Salih Amel
Salih
Amel
وَالْعَصْرِ ﴿١﴾ اِنَّ الْاِنْسَانَ لَفٖى خُسْرٍ ﴿٢﴾
اِلَّا الَّذٖينَ اٰمَنُوا وَعَمِلُوا الصَّالِحَاتِ وَتَوَاصَوْا
بِالْحَقِّ وَتَوَاصَوْا بِالصَّبْرِ ﴿٣﴾
(Asr Suresi)
· Asra yemin ederim ki insan gerçekten ziyan içindedir. Bundan
ancak:
Ø
İman edip iyi ameller
işleyenler,
Ø
Birbirlerine hakkı
tavsiye edenler
Ø
Ve sabrı tavsiye
edenler müstesnadır.
· "Amel", iradeye dayalı iş, davranış ve eylem, ‘salih
amel’ ise; niyete ve iradeye bağlı olarak yapılan bilinçli fiil ve hayırlı
iş demektir.
Yapıldığı zaman sevap
kazanılan, Allah Teâlâ ve Peygamber Aleyhisselâm’ın emir ve yasaklarına uygun
her amel ‘salih amel’dir.
· Bir amelin ‘salih amel’ olabilmesi için;
Ø
‘Salih amel’i
yapan kişinin Müslüman olması,
Ø
‘Salih amel’i
imanın gereği olarak yapması,
Ø
Kur'an'a ve Sünnete
uygun olması,
Ø
Tam bir ihlas ve iyi
bir niyetle yapılması gerekir.
Ø
Yüce Allah, müminlerin
‘salih amel’ler işlemesini emretmektedir:
Ø
وَاعْمَلُوا
صَالِحًا ‘salih amel’ler işleyin!”
(Sebe, 34/11).
· Kur’an-ı Kerim'e baktığımızda:
Ø
Allah Teâlâ rızasına
uygun olan her türlü söz, fiil, ibadet ve iyiliklerin ‘salih amel’
olduğunu görmekteyiz.
Ø
Namaz, oruç, zekât ve
hac gibi temel ibadetlerin yapılması ‘salih amel’ olduğu gibi…
Ø
İyiliği emretmek,
kötülükten men etmek, sosyal yardımlaşma ve benzeri Kur’an’ı Kerim'e uygun olan
her türlü iş ve davranış ‘salih amel’dir.
· Îman, kalbin amelidir.
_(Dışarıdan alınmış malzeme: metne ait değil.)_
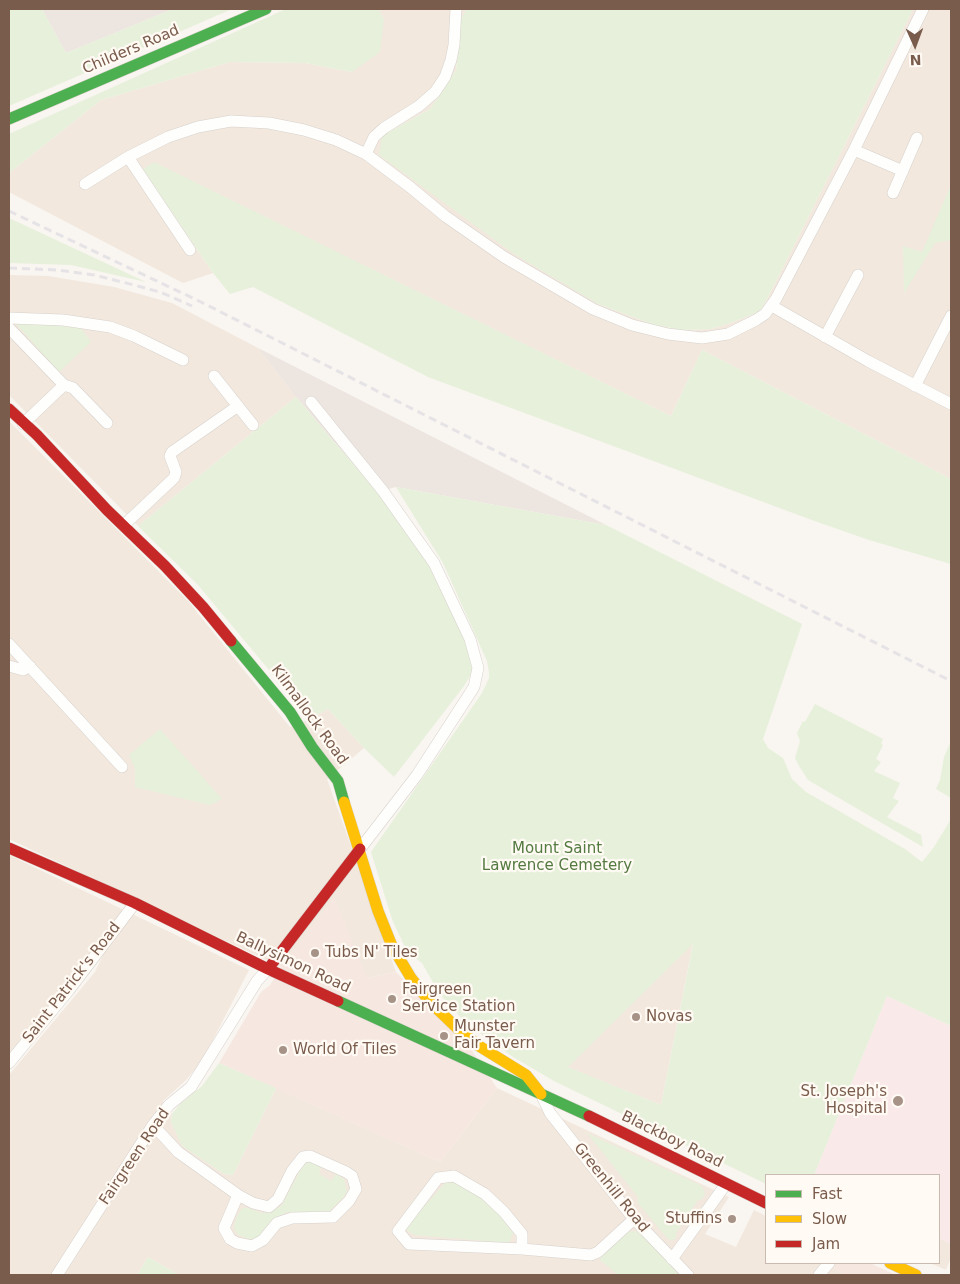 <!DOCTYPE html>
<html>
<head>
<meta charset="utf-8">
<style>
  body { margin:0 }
  #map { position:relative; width:960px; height:1284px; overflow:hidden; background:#f9f5f0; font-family:"DejaVu Sans",sans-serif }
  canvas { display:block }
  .frame { position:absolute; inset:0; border:10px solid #7a5c4d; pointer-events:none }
  .legend { position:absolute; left:765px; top:1174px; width:175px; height:90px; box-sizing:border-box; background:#fffaf3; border:1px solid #cabbb1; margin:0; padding:6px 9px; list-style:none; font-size:15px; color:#7a5c4d }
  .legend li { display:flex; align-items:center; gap:10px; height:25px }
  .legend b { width:25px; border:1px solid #cabbb1 }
  .north { position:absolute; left:890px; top:20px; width:50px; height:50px; -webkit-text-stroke:4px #fffaf3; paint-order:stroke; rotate:178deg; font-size:14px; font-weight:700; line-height:20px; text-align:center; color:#7a5c4d }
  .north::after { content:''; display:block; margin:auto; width:18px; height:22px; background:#7a5c4d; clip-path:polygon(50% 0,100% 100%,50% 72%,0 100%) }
</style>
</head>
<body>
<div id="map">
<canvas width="960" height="1284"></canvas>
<div class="frame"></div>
<ul class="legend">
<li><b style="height:6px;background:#4caf50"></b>Fast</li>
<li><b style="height:6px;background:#ffc107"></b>Slow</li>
<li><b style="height:6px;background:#c62828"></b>Jam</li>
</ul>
<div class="north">N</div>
</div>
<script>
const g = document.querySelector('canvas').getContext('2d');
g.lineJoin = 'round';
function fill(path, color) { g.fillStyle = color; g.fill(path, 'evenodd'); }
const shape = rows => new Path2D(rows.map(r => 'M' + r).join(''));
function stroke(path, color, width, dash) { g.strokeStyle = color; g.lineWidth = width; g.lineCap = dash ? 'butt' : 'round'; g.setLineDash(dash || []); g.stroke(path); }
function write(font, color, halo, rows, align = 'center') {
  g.font = font + ' "DejaVu Sans",sans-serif'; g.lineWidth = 4.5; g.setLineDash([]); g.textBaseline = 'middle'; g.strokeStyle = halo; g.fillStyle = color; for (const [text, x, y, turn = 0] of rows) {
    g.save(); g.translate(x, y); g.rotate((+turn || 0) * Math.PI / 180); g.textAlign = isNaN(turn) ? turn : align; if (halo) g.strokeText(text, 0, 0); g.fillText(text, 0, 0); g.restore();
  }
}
fill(shape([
  [378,9,467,9,461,19,456,70,430,109,382,136,598,304,652,324,681,330,711,329,733,322,758,312,763,307,913,9,951,9,951,479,702,350,671,416,154,163,143,170,213,273,183,283,9,192,9,173,101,100,230,62,305,63,352,72,384,19],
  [9,275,48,276,114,287,172,303,258,348,296,397,138,526,9,395],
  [9,421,188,601,290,727,310,719,328,709,364,748,327,779,396,972,367,978,281,967,9,839],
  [9,855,249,970,202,1061,185,1081,163,1101,172,1114,171,1122,183,1146,224,1174,233,1175,276,1088,440,1162,497,1088,729,1197,705,1234,736,1247,754,1210,766,1216,766,1263,832,1263,830,1266,846,1275,179,1275,148,1257,137,1275,9,1275,9,1075,95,972,123,913,77,973,9,1056],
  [693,943,661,1105,567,1067],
  [939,1238,951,1244,951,1257,946,1270,930,1263,939,1263]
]), '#f2e8de');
fill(shape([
  [334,897,367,978,396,972,467,1043,497,1088,440,1162,219,1063,261,992,270,985,281,967],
  [832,1263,870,1263,896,1275,846,1275,829,1266]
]), '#f6e8e1');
fill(shape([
  [42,9,173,9,66,53],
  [258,348,606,525,396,487,377,492,296,397]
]), '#ede5e0');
fill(shape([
  [887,996,951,1026,951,1244,939,1238,939,1175,814,1175]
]), '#fae9e9');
fill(shape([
  [9,9,42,9,66,53,173,9,232,9,9,106],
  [286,9,378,9,384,19,380,52,352,72,305,63,230,62,101,100,9,173,9,134],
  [467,9,913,9,763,307,758,312,733,322,711,329,681,330,652,324,598,304,514,254,379,155,382,136,430,109,456,70,461,19],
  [154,162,671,416,702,350,951,479,951,564,869,540,809,519,428,377,253,287,230,294,213,273,143,169],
  [951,185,951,240,935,243,904,293,903,246,922,252],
  [9,218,146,282,71,265,9,263],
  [34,323,81,328,91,342,59,372,16,324],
  [296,397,377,492,430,566,464,638,473,671,464,686,394,777,364,748,328,709,310,719,198,585,138,526],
  [396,487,606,525,802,624,763,739,768,748,783,758,792,779,806,792,905,849,922,862,934,847,951,819,951,1026,887,996,814,1175,766,1175,766,1184,554,1081,513,1057,465,1022,439,993,422,963,410,954,406,949,393,922,371,852,482,693,489,678,489,672,487,661,443,563],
  [693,944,661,1105,568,1067],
  [815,704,883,739,881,744,883,745,876,759,881,762,874,771,900,783,893,798,899,801,887,817,921,835,923,847,808,780,799,766,795,758,800,741,797,733,803,721,805,722],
  [160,729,222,799,210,805,135,787,135,769,129,755],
  [951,741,951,798,936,789,940,780,944,757],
  [219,1063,276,1088,233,1175,224,1174,182,1146,171,1122,172,1114,180,1104,202,1086],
  [587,1133,702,1186,705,1194,702,1199,698,1200,676,1233,676,1239,670,1240,667,1238,638,1203,638,1197],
  [310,1162,319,1165,321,1168,319,1174,331,1181,336,1174,344,1179,347,1191,343,1198,328,1212,287,1212,272,1220,258,1238,251,1240,237,1234,234,1227,237,1216,242,1208,248,1208,261,1213,273,1211,282,1205,304,1163],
  [453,1182,470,1189,504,1219,513,1233,509,1243,415,1235,404,1229,445,1183],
  [640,1231,681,1275,618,1275,599,1259,625,1232],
  [148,1257,179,1275,137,1275]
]), '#e7f0db');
const street = shape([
  [854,150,903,171],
  [366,154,374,137,384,128,419,106,435,92,445,77,451,60,454,45,456,9],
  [85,184,128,157],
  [893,193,917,138],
  [190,250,128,157,168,137,198,127,231,121,269,123,304,130,336,140,366,154,410,187,445,216,504,257,593,309,632,325,668,334,702,338,728,334,756,320,765,314,776,299,854,150,923,9],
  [772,306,868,361,951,404],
  [9,318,63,320,110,327,134,336,183,360],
  [9,328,64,385,73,388,107,423],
  [825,337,858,275],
  [214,376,253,425],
  [915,386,951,316],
  [311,402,383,491,434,563,470,639,478,668,474,687,417,775,360,849],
  [23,424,64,385],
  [123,526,174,478,176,472,170,456,172,452,238,406],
  [9,644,122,767],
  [9,666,23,670,30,666],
  [9,1063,69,990,135,903],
  [541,1094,550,1113,634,1219,688,1275],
  [153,1125,178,1152,238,1195,253,1203,269,1207,278,1199,292,1171,303,1157,310,1156,346,1172,352,1176,356,1189,349,1201,333,1217,292,1218,277,1223,263,1240,252,1246,237,1243,230,1239,224,1228,238,1195],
  [522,1249,409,1244,398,1231,438,1178,454,1176,485,1194,504,1212,522,1234,522,1249,591,1255,598,1252,634,1219],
  [672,1259,726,1184],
  [57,1275,153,1125,169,1105,191,1087,257,981,268,969],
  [819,1275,829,1263]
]);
const fast = shape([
  [9,119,266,9],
  [231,641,290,712,312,747,338,781,344,802],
  [338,1001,589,1116]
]);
const slow = shape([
  [344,802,378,911,392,946,411,978,431,1003,457,1028,479,1046,526,1075,541,1094],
  [890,1263,916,1275]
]);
const jam = shape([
  [9,409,37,435,107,510,165,566,203,607,231,641],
  [9,848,135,903,268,969,338,1001],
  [268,969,360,849],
  [589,1116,766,1203]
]);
stroke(street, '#d7d1cb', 12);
stroke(fast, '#d9d2cb', 12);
stroke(slow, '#d9d2cb', 12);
stroke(jam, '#d9d2cb', 12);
stroke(street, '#fefefd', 11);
stroke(fast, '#4caf50', 11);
stroke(slow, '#ffc107', 11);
stroke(jam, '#c62828', 11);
stroke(shape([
  [9,211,199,301,951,681],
  [9,268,57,270,94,275,134,285,160,292,192,306]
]), '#e6e3e7', 3, [8, 5]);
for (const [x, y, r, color] of [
  [315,953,5,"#a69286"],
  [392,999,5,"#a69286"],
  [636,1017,5,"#a69286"],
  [444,1036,5,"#a69286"],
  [283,1050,5,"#a69286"],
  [898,1101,6,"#a69286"],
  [732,1219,5,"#a69286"]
]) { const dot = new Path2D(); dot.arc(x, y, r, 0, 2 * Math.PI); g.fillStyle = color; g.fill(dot); stroke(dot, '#fffaf3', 2); }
write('15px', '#7a5c4d', '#fffaf3', [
  ["Childers Road",131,50,-23],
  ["Kilmallock Road",309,715,54],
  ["Ballysimon Road",293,963,25],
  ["Saint Patrick's Road",72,983,-52],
  ["Blackboy Road",672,1140,26],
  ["Fairgreen Road",135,1157,-56],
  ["Greenhill Road",611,1188,51]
]);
write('15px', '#537a41', '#fffaf3', [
  ["Mount Saint",557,849],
  ["Lawrence Cemetery",557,866]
]);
write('15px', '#7a5c4d', '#fffaf3', [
  ["Tubs N' Tiles",325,953],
  ["Fairgreen",402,990],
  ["Service Station",402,1007],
  ["Novas",646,1017],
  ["Munster",454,1027],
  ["Fair Tavern",454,1044],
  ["World Of Tiles",293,1050],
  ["St. Joseph's",887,1092,"right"],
  ["Hospital",887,1109,"right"],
  ["Stuffins",722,1219,"right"]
], 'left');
</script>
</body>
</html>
Çünkü imanın yeri kalptır. Kur’an’ı Kerim’de
imanın kalbe ait bir ‘salih amel’ olduğu, Nuh Aleyhisselâm’ın oğlunun
Allah Teâlâ’yı inkâr ve isyan etmesini “salih olmayan bir amel” işlediği
ifade edilerek bildirilmiştir:
قَالَ يَانُوحُ إِنَّهُ لَيْسَ مِنْ أَهْلِكَ إِنَّهُ عَمَلٌ غَيْرُ
صَالِحٍ
“(Allah) ey Nuh! O (gemiye
binmeyen) oğlun senin ailenden değildir. O’nun yaptığı salih olmayan bir
ameldir…” (Hud, 11/46).
· Kur’an-ı Kerim’de iman ile ‘salih amel’ler arasında o
kadar kuvvetli bir bağ kurulmuştur ki, imanın zikredildiği yerde peşinden hemen
‘salih amel’ gelmektedir.
Gölgenin simayı takip ettiği
gibi ‘salih amel’ de Kur’an-ı Kerim’de imanı takip etmiş, adeta ‘salih
amel’ kalpteki imanın dışa yansıması olmuştur.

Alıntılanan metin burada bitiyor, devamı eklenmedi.